Virtualization Principals with Paravirtualized IO

This isn’t really a proper post, more just some little notes I can point people too (which I guess, technically is a blog post, ahh well!).

So Virtualisation, have used VMWare products (most of) and Xen previously in production, with Virtualbox my desktop-virt product of choice for testing on my local machine for some years now, but times change and my current view is this;

– XEN is disappearing from many distro’s (including the ones I mainly use in production) and being replaced with KVM.
– VMWare VCenter/ESXi is a bit overkill for my test/home/local machine VM’s stuff.
– Virtualbox is good but annoys me that I need to install extra kernel modules etc and updates (even if it’s done through DKMS) when my kernel supports KVM anyway!

So I’ve moved a lot of home/test/local machine VM’s to KVM.

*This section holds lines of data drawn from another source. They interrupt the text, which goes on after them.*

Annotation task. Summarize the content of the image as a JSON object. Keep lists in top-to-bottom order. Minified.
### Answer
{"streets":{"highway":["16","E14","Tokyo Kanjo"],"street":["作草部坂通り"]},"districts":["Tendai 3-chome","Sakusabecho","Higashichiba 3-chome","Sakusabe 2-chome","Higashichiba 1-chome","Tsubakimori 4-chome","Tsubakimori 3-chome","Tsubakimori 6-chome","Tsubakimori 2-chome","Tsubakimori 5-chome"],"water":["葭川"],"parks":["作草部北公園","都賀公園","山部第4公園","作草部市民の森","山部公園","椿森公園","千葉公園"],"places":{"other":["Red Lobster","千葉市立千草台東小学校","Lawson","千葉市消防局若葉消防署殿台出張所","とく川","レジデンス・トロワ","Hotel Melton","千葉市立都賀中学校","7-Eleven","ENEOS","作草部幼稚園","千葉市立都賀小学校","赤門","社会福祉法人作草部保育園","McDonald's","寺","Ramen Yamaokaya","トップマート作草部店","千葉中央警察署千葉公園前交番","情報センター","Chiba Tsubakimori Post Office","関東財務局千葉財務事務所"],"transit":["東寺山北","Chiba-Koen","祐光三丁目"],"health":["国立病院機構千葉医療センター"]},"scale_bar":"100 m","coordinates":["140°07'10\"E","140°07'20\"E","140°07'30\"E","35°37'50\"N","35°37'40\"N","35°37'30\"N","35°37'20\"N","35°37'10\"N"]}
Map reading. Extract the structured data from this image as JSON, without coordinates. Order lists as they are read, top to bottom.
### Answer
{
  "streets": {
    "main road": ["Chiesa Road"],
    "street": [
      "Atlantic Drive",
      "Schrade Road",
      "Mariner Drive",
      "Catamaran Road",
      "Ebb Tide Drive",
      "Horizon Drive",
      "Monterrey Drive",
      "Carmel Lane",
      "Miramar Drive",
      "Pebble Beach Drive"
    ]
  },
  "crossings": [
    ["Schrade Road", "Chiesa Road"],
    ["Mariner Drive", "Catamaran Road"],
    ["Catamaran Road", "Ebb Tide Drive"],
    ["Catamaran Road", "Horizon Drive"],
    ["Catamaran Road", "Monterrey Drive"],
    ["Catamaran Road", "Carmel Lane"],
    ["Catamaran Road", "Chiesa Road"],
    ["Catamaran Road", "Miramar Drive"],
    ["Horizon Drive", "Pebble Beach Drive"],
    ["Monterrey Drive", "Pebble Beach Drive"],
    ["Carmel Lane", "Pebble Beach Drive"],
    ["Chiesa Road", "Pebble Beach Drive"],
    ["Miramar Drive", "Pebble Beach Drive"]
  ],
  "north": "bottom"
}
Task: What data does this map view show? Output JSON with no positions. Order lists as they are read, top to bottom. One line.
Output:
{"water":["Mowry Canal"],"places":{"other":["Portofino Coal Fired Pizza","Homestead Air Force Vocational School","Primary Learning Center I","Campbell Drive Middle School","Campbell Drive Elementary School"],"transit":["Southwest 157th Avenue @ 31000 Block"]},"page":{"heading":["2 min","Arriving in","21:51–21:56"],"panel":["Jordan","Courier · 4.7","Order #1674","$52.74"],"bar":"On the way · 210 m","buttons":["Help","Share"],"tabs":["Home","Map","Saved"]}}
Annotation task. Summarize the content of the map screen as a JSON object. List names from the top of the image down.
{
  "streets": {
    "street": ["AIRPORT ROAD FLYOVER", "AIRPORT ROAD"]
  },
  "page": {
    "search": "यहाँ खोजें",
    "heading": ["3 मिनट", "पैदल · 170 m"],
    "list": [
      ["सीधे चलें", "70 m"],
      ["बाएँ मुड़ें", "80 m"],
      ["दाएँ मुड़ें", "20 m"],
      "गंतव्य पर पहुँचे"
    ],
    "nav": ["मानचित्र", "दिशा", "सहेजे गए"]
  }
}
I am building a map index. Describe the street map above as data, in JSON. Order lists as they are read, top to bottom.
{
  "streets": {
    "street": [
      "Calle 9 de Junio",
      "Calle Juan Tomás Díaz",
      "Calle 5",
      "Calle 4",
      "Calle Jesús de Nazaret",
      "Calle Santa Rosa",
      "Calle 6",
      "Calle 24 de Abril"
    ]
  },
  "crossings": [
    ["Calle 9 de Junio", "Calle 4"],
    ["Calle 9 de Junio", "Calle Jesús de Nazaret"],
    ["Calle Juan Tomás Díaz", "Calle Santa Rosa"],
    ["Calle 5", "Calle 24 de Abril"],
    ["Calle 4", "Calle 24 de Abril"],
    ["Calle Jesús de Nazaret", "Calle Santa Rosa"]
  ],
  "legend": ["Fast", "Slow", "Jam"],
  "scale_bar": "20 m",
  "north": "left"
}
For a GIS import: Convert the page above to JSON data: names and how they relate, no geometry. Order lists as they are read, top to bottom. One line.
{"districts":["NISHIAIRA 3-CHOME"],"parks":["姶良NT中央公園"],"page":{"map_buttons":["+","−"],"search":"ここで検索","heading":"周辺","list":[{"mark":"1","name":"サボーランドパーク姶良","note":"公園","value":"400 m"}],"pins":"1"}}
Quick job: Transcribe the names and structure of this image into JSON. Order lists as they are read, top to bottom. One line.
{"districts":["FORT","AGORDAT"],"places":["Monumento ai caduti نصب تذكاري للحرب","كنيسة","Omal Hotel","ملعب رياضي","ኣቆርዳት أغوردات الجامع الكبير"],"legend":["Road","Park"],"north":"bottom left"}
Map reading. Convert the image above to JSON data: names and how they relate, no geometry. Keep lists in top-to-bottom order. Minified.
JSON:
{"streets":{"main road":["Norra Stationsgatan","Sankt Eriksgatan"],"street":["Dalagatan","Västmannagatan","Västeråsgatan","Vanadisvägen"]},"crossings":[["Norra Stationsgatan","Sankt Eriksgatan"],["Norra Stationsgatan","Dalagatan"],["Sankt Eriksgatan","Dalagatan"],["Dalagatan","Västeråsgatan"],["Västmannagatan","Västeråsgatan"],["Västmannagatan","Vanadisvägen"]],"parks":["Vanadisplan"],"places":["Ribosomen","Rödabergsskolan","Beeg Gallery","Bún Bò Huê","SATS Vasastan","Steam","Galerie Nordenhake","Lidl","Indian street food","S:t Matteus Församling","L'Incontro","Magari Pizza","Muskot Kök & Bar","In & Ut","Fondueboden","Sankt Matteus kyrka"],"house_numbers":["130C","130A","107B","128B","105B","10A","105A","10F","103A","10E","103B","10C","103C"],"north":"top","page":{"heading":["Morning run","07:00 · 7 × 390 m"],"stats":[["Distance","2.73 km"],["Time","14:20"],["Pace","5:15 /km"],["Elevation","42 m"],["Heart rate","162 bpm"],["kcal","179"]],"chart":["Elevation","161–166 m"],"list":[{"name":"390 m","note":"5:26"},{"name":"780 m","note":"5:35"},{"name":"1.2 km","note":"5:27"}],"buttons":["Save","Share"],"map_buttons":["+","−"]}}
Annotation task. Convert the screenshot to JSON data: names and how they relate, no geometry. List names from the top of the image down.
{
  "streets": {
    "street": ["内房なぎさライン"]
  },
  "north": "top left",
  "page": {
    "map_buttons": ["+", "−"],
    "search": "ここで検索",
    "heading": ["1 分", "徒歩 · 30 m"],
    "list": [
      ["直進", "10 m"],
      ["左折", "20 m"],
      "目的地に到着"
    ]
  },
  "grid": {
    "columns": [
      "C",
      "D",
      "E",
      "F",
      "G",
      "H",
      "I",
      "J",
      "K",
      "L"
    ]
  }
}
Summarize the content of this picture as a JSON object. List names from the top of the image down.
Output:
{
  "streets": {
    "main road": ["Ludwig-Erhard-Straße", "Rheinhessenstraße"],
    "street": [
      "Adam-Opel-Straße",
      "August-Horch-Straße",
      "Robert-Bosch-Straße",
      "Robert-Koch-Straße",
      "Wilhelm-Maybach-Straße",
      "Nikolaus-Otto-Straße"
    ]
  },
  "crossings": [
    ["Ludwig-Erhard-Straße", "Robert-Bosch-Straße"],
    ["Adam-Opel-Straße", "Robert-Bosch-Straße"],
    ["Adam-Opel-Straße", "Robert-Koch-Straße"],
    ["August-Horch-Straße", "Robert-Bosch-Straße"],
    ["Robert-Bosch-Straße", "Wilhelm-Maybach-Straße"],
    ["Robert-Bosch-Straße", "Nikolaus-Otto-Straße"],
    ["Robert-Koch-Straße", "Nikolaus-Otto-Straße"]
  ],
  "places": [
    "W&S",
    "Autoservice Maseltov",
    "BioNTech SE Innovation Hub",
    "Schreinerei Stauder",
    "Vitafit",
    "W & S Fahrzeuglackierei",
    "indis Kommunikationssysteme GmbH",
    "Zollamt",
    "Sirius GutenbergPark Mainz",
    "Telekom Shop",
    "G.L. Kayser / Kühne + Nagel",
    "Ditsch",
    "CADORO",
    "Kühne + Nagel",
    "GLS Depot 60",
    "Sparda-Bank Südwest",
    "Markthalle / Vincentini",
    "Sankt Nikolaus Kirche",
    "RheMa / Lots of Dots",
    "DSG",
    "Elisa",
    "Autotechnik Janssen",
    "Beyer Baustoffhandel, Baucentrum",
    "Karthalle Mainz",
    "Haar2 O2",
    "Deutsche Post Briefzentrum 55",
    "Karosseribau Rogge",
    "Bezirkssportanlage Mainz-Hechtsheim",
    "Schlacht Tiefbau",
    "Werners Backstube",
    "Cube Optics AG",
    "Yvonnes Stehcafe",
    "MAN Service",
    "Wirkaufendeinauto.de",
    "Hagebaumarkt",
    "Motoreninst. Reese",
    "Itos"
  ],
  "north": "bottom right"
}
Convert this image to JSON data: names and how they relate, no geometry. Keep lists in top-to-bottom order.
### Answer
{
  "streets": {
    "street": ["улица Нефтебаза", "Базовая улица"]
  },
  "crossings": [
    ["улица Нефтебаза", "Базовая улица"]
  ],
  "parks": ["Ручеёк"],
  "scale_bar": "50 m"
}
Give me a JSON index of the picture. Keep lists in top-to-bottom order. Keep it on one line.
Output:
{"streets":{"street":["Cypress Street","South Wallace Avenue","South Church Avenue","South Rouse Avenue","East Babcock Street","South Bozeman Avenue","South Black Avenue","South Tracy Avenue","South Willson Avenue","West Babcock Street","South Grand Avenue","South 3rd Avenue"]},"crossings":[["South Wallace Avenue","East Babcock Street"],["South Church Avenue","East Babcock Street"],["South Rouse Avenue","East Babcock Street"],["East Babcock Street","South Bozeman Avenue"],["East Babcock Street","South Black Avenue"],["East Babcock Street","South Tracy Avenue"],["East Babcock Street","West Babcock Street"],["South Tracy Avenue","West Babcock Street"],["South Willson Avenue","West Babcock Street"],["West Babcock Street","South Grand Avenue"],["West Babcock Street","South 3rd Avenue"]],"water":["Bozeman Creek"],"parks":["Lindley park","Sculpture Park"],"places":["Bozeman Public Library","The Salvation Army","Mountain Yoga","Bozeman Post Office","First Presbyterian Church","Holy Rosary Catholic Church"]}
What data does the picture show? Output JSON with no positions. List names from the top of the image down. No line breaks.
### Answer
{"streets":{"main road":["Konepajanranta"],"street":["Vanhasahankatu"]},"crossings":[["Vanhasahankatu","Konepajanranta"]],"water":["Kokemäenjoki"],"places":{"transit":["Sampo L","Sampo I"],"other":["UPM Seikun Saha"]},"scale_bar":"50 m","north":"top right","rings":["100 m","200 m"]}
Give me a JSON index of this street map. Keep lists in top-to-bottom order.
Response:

Not going into performance (many, many better testers have spent more time looking at this than I), but just to clear up a couple of things. The reason distro’s have moved away from XEN DOM-0/DOM-U support in favor of KVM is that “KVM is Linux, XEN isnt”.

By this, we mean;
– KVM is a hypervisor made from the components of your Linux kernel, it is this Linux kernel of the your linux install placed onto the bare metal that runs on the privileged area of your processor, providing hardware assisted virtualization to guests on CPU’s that support VT-x/AMD-v. You’ll notice in this install you can still see the virtualisation CPU extensions in ‘/proc/cpuinfo’ as it’s this OS that IS the hypervisor;

processor : 2
vendor_id : GenuineIntel
cpu family : 6
model : 23
model name : Intel(R) Core(TM)2 Quad CPU Q9400 @ 2.66GHz
stepping : 10
cpu MHz : 2666.583
cache size : 3072 KB
physical id : 0
siblings : 4
core id : 2
cpu cores : 4
apicid : 2
initial apicid : 2
fpu : yes
fpu_exception : yes
cpuid level : 13
wp : yes
flags : fpu vme de pse tsc msr pae mce cx8 apic mtrr pge mca cmov pat pse36 clflush dts acpi mmx fxsr sse sse2 ss ht tm pbe syscall nx lm constant_tsc arch_perfmon pebs bts rep_good aperfmperf pni dtes64 monitor ds_cpl vmx smx est tm2 ssse3 cx16 xtpr pdcm sse4_1 xsave lahf_lm dts tpr_shadow vnmi flexpriority
bogomips : 5333.16
clflush size : 64
cache_alignment : 64
address sizes : 36 bits physical, 48 bits virtual
power management:

– XEN on the other hand is nothing todo with linux, it’s a separate hypervisor that runs it’s own non-linux microkernel and then boots one instance of linux as it’s first guest, called DOM-O, this first guest has the privileges to control the underlying XEN hypervisor, but it’s still a guest, you wont see your CPU flags even in your DOM-0 because it’s not linux running directly on the hardware, it’s XEN. You can also see this in grub, notice how your kernel and initrd are both passed to XEN as modules, it’s XEN grub is actually booting.

Hardware Virtualization – Peripherals (virtual)
So with hardware virtualization, we are no longer having to translate/emulate instructions (or VM’s memory pages with the newer EPT stuff) to and from the processor, that’s handled in hardware reducing massive overhead. However, even though the code is running ‘native’ on the processor, we still have to present hardware to our guest OS’s.
This was previously done by emulating very common hardware (read; old) in software to present to guests (so that guests will already have the drivers for that hardware).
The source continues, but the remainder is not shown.